++++ Data provided ++++

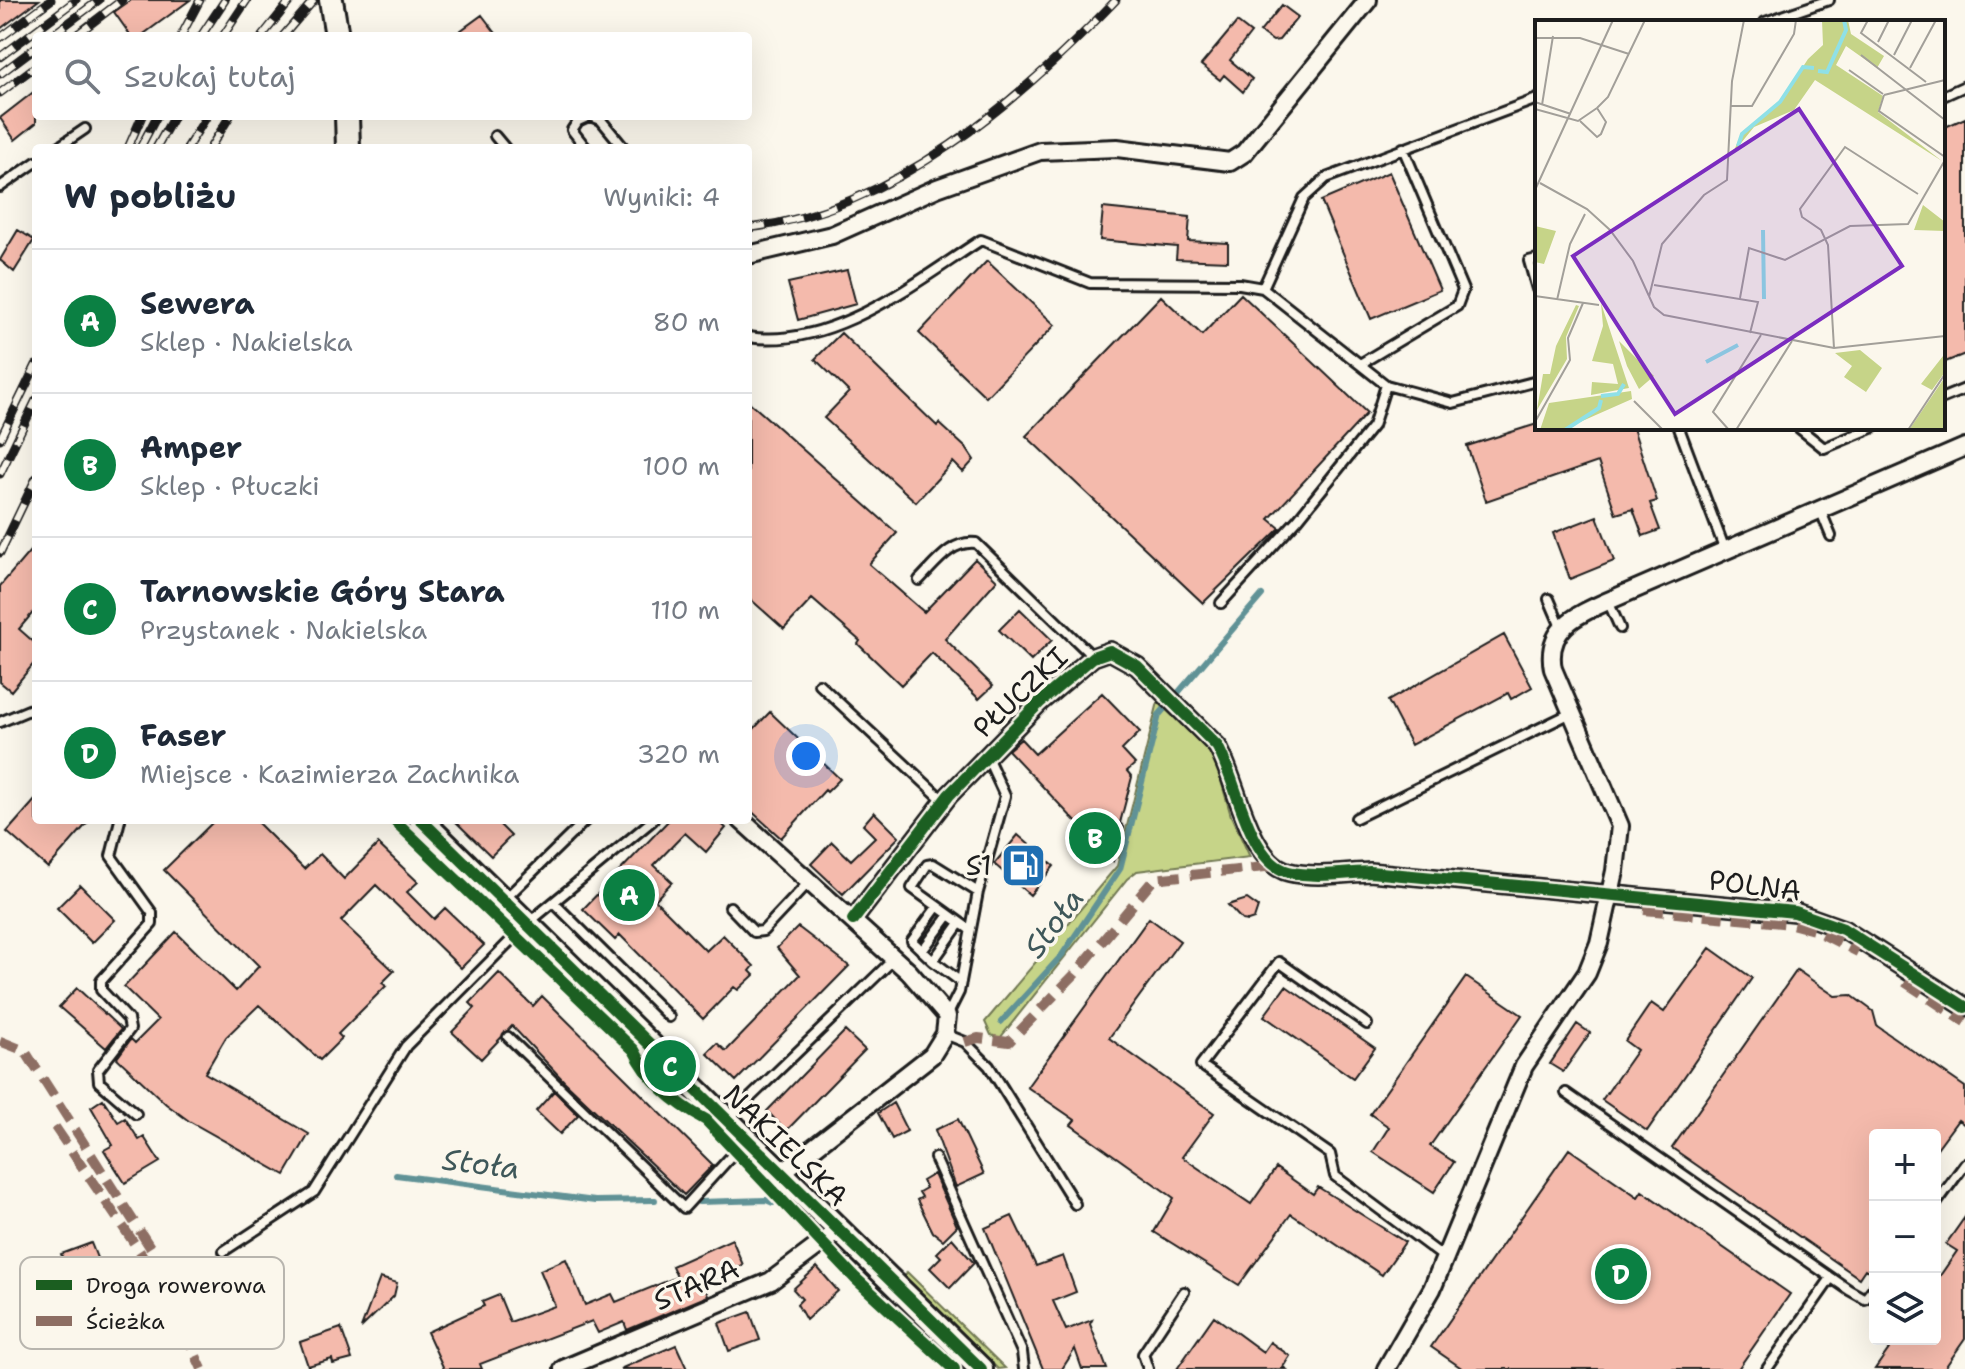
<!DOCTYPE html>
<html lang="pl">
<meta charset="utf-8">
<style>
:root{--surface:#fff;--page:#f6f6f7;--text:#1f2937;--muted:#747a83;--line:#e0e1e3;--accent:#0b8043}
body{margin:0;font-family:"Shantell Sans",sans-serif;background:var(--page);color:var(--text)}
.controls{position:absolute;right:24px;bottom:24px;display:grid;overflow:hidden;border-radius:8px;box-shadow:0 8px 32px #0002}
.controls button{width:72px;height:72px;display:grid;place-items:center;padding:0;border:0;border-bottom:2px solid var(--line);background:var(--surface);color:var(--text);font:40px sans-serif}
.you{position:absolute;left:806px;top:756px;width:28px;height:28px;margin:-20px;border:6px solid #fff;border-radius:50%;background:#1a73e8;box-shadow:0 0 0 12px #1a73e833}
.badge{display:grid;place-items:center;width:52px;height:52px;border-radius:50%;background:var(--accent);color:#fff;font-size:26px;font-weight:700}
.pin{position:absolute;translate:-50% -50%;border:4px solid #fff;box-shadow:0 2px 8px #0006}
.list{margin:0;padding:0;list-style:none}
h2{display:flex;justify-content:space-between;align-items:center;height:104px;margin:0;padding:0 32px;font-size:34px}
h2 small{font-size:26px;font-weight:400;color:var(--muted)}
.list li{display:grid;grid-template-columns:52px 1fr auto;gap:24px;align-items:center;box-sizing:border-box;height:144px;padding:0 32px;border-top:2px solid var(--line)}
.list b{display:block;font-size:30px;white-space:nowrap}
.list p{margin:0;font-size:26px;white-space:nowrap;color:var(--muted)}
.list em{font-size:26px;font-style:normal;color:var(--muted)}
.icon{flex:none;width:44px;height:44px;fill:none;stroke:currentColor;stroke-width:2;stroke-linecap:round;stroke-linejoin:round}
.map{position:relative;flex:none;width:1965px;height:1369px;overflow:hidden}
.search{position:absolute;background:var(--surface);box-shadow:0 8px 32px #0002;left:32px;top:32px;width:720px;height:88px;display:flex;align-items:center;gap:20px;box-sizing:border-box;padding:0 28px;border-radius:8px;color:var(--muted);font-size:30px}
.panel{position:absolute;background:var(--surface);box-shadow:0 8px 32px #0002;left:32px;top:144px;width:720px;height:680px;border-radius:8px}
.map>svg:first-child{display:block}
</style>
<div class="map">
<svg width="1965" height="1369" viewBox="0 0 1965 1369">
<rect width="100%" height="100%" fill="#fbf7ec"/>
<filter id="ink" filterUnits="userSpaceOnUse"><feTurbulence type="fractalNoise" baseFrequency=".0125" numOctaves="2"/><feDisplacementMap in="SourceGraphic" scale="16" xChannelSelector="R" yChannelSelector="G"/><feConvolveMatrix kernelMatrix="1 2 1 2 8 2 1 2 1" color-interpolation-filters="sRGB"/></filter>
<g filter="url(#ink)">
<path fill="#c6d488" stroke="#717852" stroke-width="2" d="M1158,702L1214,756L1231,816L1250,857L1137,871L1127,879L1000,1038L991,1035L985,1022L1117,866Z
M907,1272L1005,1368L998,1369L904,1277Z"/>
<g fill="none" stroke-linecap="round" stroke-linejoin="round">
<path stroke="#619296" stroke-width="6" d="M1001,1022L1062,955L1120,869L1159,715L1262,595
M396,1175L595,1201L655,1200
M699,1202L766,1200L773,1203"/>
</g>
<path fill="#f4baac" stroke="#1c1c1c" stroke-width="2" d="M0,0H39L0,29Z
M131,0H190L141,36H131L114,12Z
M1282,5L1298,17L1279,40L1273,41L1260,32Z
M482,15L498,36H453Z
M1237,22L1251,33L1230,60L1252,79L1243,92L1224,75L1220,80L1201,65Z
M36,90V123L15,140L0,118Z
M1965,118V354L1943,363V128Z
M1389,172L1440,290L1371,319L1321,201Z
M1103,208L1190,217L1188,241L1228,243V261L1176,259L1177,247L1100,240Z
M18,230L34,240L14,272L0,260Z
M987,261L1055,325L986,397L919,333Z
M847,270L856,304L798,320L788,283Z
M1241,294L1367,413L1269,519L1280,528L1203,603L1026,436L1161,296L1202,335Z
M841,333L937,426L939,423L966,448L974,460L963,472L953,462L916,502L824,418L849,392L815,359Z
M748,401L897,533L869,564L924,612L975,559L997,580L945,639L993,686L979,699L932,653L901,685L858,644L860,641L812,599L784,629L748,597Z
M1537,424V428H1633L1657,501L1650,503L1660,530L1643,536L1633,509L1616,514L1598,462L1486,501L1467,446Z
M1597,516L1614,561L1570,579L1553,533Z
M36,544V609L19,629L36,644V661L11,691L0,682V586Z
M1020,609L1052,640L1031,661L999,630Z
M1504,635L1532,687L1511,699L1508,693L1411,745L1388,701Z
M1102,693L1140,732L1122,750L1135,764L1127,771L1132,777L1120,823L1124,827L1113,861L1008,750L1021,739L1035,754Z
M770,712L840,779L827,792L825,790L781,838L748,808V735Z
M36,799V820H90L48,868L7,832Z
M874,812L899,837L843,894L811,864L832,842L851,860L875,837L863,825Z
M215,820H255L304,869L320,854L344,879L378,844L418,882L407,892L434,919L445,908L484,945L461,968L376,885L341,921L394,971L382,983L386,986L338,1034L342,1038L320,1060L259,1005L226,1037L205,1073L309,1134L285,1175L189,1121L166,1104L117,1058L131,1039L135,1043L158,1020L124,987L176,932L236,991L259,966L164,870Z
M454,820H495L511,836L491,856Z
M669,820H717L726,828L706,852L685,833L654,865L672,882L655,900L706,951L723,935L754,966L750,971L754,975L738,990L734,987L703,1019L620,935L615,940L583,909Z
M1018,835L1054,866L1030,895L994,864Z
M80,885L115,920L92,943L57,908Z
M1247,899L1258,907L1254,919L1248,921L1242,920L1228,905Z
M1149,918L1180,941L1109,1038L1214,1113L1182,1157L1251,1204L1276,1168L1313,1194L1318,1187L1405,1242L1382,1275L1291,1214L1239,1285L1154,1232L1174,1198L1071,1125L1075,1120L1027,1087Z
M798,927L849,966L736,1081L707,1053L717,1043L726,1051L800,975L777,948Z
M1710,948L1752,978L1647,1131L1602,1100L1637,1050L1625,1041L1651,1003L1664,1012Z
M1797,970L1835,996L1851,995L1873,1011L1877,1026L1965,1087V1125L1958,1120L1935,1151V1135H1875V1235L1867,1247L1875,1253V1275L1865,1269L1859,1278L1672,1148Z
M499,973L533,1006L542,996L713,1165L684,1195L564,1081L512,1026L481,1059L452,1032L475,1008L470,1003Z
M1466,977L1522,1015L1430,1146L1454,1162L1434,1192L1373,1152L1389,1127L1370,1114Z
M1286,986L1375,1048L1353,1078L1264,1016Z
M77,988L121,1029L106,1048L59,1007Z
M1577,1024L1590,1033L1563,1072L1550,1064Z
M845,1031L865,1050L786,1131L767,1111Z
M554,1091L578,1115L560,1134L536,1111Z
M103,1099L118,1122L125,1118L139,1140L144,1137L160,1162L125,1183L104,1150L113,1145L91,1107Z
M893,1103L907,1131L892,1139L878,1113Z
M958,1119L984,1174L956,1187L935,1130Z
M1569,1149L1638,1197L1642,1191L1790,1294L1738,1369H1463L1431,1347Z
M934,1174L957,1226L943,1240L933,1232L917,1200L922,1197L919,1192L926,1188L922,1181Z
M1012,1216L1036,1266L1063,1256L1076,1292L1053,1301L1066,1330L1092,1320L1090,1324L1107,1369H1082L1075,1349L1062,1369H1043L985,1228Z
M1965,1217V1339L1944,1369H1875L1896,1339H1935V1283L1957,1251L1946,1244Z
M952,1238L974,1263L950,1288L930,1268L941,1257L937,1253Z
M732,1239L743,1265L703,1283L708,1296L627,1330L624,1322L598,1333L592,1321L480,1364L482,1369H444L427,1332L484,1306L482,1302L499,1295L510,1322L555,1306L540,1270L566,1259L585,1305L612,1294L616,1302L677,1277L672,1266Z
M91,1243L103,1273L99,1275L116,1304L92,1316L76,1284L73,1286L61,1254Z
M817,1267L838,1291L806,1320L797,1304L802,1299L793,1289Z
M380,1278L397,1283L394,1296L361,1328Z
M750,1312L760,1340L729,1351L719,1323Z
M1214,1316L1263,1352L1270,1342L1290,1356L1283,1367L1286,1369H1177Z
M341,1328L352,1359L333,1364L332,1359L308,1366L300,1342Z
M676,1345L687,1369H620Z"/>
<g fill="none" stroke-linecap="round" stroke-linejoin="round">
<defs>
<path id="service" d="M1765,22L1829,0
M1943,96L1965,86
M591,116L601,120L624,148
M495,136L505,148
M57,148L85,129
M586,148L572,130L578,121L589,116
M0,187L36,162
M1537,259L1529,261L1537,289
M1263,288L1304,198L1326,178L1537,99
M748,337C832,350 914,283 981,240L1090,283L1240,284L1263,288L1386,385L1453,403L1537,381
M1360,364L1457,306L1463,290L1403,148
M1943,398L1965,389
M1679,428L1725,550
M1799,428L1824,448L1872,428
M1820,509L1831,536
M919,580C936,563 951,540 976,543L1093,657
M1549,599L1561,627
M1608,601L1620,628
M1221,603L1298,519L1373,426L1386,385
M819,684L944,801
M0,722L36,707
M1356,818L1571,713
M120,820L111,856L152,913V924L101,981V990L128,1019L130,1029L98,1070L99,1082L136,1114
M504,900L586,820
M555,904L669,1017
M730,907L754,932L763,931L809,882
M960,923L933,961L961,982
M969,929L912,888L927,865L933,864L978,892
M922,951L949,915
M933,961L912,941L937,907
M947,1016L959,992L978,892L1005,796L987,757
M1367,1024L1279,962L1201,1065L1330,1154L1335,1176L1445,1258
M945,1034L965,1042L989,1066L1075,1204
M508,1037L684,1208L745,1141
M1566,1093L1849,1290L1865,1299L1875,1286
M728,1119L894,959
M935,1158L1022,1352L1024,1369
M1935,1205L1965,1164
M224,1251L314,1192L406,1046L527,924L653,820
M1148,1369L1143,1354L1184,1292
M1767,1369L1831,1278"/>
<path id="minor" d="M748,255L832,235L937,188L1040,151L1117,148L1230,162L1244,153L1368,0
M741,820L909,972L947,1016L945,1034L932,1055L781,1173
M853,920L949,795L1039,703L1093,657L1110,651L1137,666L1217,746C1237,779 1248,863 1289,872C1314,878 1345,873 1370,872L1795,912L1843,929L1965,1007
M563,1369L771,1281L839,1230
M1386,1369L1432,1289L1524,1066L1587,973L1599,943L1615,871L1620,826L1553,669C1545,628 1577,615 1608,601L1965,447"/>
<path id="tertiary" d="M331,0L337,36
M347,116L348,148
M421,820L981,1369"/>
</defs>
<use href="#service" stroke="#1c1c1c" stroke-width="14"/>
<use href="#minor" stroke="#1c1c1c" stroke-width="22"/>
<use href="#tertiary" stroke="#1c1c1c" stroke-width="28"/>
<use href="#service" stroke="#fbf7ec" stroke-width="8"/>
<use href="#minor" stroke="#fbf7ec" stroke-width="16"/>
<use href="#tertiary" stroke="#fbf7ec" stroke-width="22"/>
<defs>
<path id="rail" d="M51,36L99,0
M75,36L122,0
M181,36L200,0
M201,36L225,0
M223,36L247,0
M262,36L291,0
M283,36L314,0
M0,38L51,0
M0,57L76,0
M0,74L36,47
M0,93L36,66
M128,148L142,116
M140,148L157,116
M156,148L174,116
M187,148L207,116
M210,148L230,116
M748,228C892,211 1020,100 1116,0
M0,439L36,365
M0,474L36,400
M0,553L36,478"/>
</defs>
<use href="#rail" stroke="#1c1c1c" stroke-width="9"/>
<use href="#rail" stroke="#fbf7ec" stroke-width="6" stroke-dasharray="18" stroke-linecap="butt"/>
<path stroke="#8d6e63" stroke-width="10" stroke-dasharray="20 10" stroke-linecap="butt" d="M1644,910L1792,924L1814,930L1858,952
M1905,982L1965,1022
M0,1041L25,1051L157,1258L165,1278L166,1290
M965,1042L978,1038L1009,1042L1075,974L1154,879L1274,866
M55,1127L166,1290L202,1369"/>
<defs>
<path id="cycleway" d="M394,820L634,1050C649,1081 676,1104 706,1120L855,1278L954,1369
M421,820L981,1369
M853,920L949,795L1039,703L1093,657L1110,651L1137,666L1217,746C1237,779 1248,863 1289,872C1314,878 1345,873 1370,872L1795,912L1843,929L1965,1007"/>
</defs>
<use href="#cycleway" stroke="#fbf7ec" stroke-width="17"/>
<use href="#cycleway" stroke="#1b5e20" stroke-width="12"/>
</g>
</g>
<defs>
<symbol id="fuel-square" viewBox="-11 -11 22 22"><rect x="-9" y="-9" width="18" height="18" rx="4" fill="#1f6fb2" stroke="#fbf7ec"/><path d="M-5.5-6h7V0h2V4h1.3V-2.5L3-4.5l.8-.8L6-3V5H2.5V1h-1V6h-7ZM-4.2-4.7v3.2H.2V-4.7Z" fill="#fff"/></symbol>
</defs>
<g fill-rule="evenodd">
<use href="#fuel-square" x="998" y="840" width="51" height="51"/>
</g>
<g text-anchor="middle" stroke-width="7" stroke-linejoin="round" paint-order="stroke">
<g font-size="28" fill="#1c1c1c" stroke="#fbf7ec">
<text transform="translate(1020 692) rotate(-43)" y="10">PŁUCZKI</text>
<text transform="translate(1755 885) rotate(7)" y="10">POLNA</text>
<text transform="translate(786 1145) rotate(44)" y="10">NAKIELSKA</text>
<text transform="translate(696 1284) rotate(-23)" y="10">STARA</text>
</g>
<g font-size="28" fill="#1c1c1c" stroke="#fbf7ec" text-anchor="end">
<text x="992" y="875">S1</text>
</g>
<g font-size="30" font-style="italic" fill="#3e5759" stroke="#fbf7ec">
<text transform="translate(1054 923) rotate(-53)" y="10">Stoła</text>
<text transform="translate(481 1164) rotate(7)" y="10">Stoła</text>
</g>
</g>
<g transform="translate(1535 20)">
<rect width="410" height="410" fill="#fbf7ec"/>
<path d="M287,0H313L316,14L349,36L342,48L311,26L301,45L348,76L343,92L407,141L280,60L259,90L219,107L198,133L206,114L245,82L273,39L288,25ZM388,185L410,202V211L379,210ZM0,206L21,211L9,244L0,242ZM66,283L94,368L56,375L57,362L83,364L78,344L57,341L68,306ZM41,285L44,286L31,317L32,339L2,390L8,354H15L21,326ZM84,321L119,356L104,369L92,346ZM325,330L347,348L331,372L309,357L317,346L300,333ZM408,336L410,352L397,370L386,364ZM410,357V410H374ZM96,371L97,379L27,410H5L14,383Z" fill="#c6d488"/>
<path fill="none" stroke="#8fe0e7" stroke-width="4" d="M283,51L292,52L311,10L309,0M203,126L207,114L245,82L268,47L279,48M228,210L229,279M171,342L203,325M66,376L83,374L89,364M30,410L64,388L66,380"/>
<path fill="none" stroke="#a29f99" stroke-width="2" d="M333,0L326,13L391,62M0,18H45L94,34M343,22L354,0M326,35L410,100M359,35L377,0M375,48L401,0M314,50L348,74M349,75L344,91L410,137M349,75L410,60M0,82L36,94M7,85L18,16M196,86H217L259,14L261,0M0,89L43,101L62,88L73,77L110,0M45,101L62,117L66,114L71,102L62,88M5,163L52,189L75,210L98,241L119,287L129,295L299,328L410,316M0,170L78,0M119,265L223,282L215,313M0,276L64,285M114,277L127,224L169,175L192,160L197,61L209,0M205,278L214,228L250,240L315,206L373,204L410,140M22,280L35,224L50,194M299,328L293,225L286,210L267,197L265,189L310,127L383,174M99,381L128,410M0,402L35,340L33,318L48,283M194,410L178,392L226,315M201,410L257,321M373,410L410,354"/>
<path fill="#7b2cbf" fill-opacity="0.15" stroke="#7b2cbf" stroke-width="4" d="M264,89L367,246L140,394L38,236Z"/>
<rect width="410" height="410" fill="none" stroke="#1c1c1c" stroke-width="4"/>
</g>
<rect x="20" y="1257" width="264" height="92" rx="12" fill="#fbf7ec" stroke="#b8b5ae" stroke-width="2"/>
<rect x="36" y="1280" width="36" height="10" fill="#1b5e20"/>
<rect x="36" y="1316" width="36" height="10" fill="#8d6e63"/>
<g font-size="22" fill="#1c1c1c">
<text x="86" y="1293">Droga rowerowa</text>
<text x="86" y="1329">Ścieżka</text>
</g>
</svg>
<div class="controls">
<button>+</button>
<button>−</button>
<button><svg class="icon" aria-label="layers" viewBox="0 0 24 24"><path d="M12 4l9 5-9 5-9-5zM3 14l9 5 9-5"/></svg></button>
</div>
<div class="you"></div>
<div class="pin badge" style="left:629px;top:895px">A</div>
<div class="pin badge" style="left:1095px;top:838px">B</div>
<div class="pin badge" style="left:670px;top:1066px">C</div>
<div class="pin badge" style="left:1621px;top:1274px">D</div>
<div class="search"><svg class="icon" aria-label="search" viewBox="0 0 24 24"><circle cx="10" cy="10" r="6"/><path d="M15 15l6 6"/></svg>Szukaj tutaj</div>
<section class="panel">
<h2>W pobliżu<small>Wyniki: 4</small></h2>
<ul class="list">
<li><span class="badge">A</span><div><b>Sewera</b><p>Sklep · Nakielska</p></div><em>80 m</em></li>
<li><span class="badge">B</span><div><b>Amper</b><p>Sklep · Płuczki</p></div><em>100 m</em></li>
<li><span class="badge">C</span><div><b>Tarnowskie Góry Stara</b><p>Przystanek · Nakielska</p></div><em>110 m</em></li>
<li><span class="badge">D</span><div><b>Faser</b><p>Miejsce · Kazimierza Zachnika</p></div><em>320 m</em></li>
</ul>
</section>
</div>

++++

▶ _Task item_: Check each line of the records above for the string "list", and report every line that has it.

▶ _Written solution_:
.list{margin:0;padding:0;list-style:none}
.list li{display:grid;grid-template-columns:52px 1fr auto;gap:24px;align-items:center;box-sizing:border-box;height:144px;padding:0 32px;border-top:2px solid var(--line)}
.list b{display:block;font-size:30px;white-space:nowrap}
.list p{margin:0;font-size:26px;white-space:nowrap;color:var(--muted)}
.list em{font-size:26px;font-style:normal;color:var(--muted)}
<ul class="list">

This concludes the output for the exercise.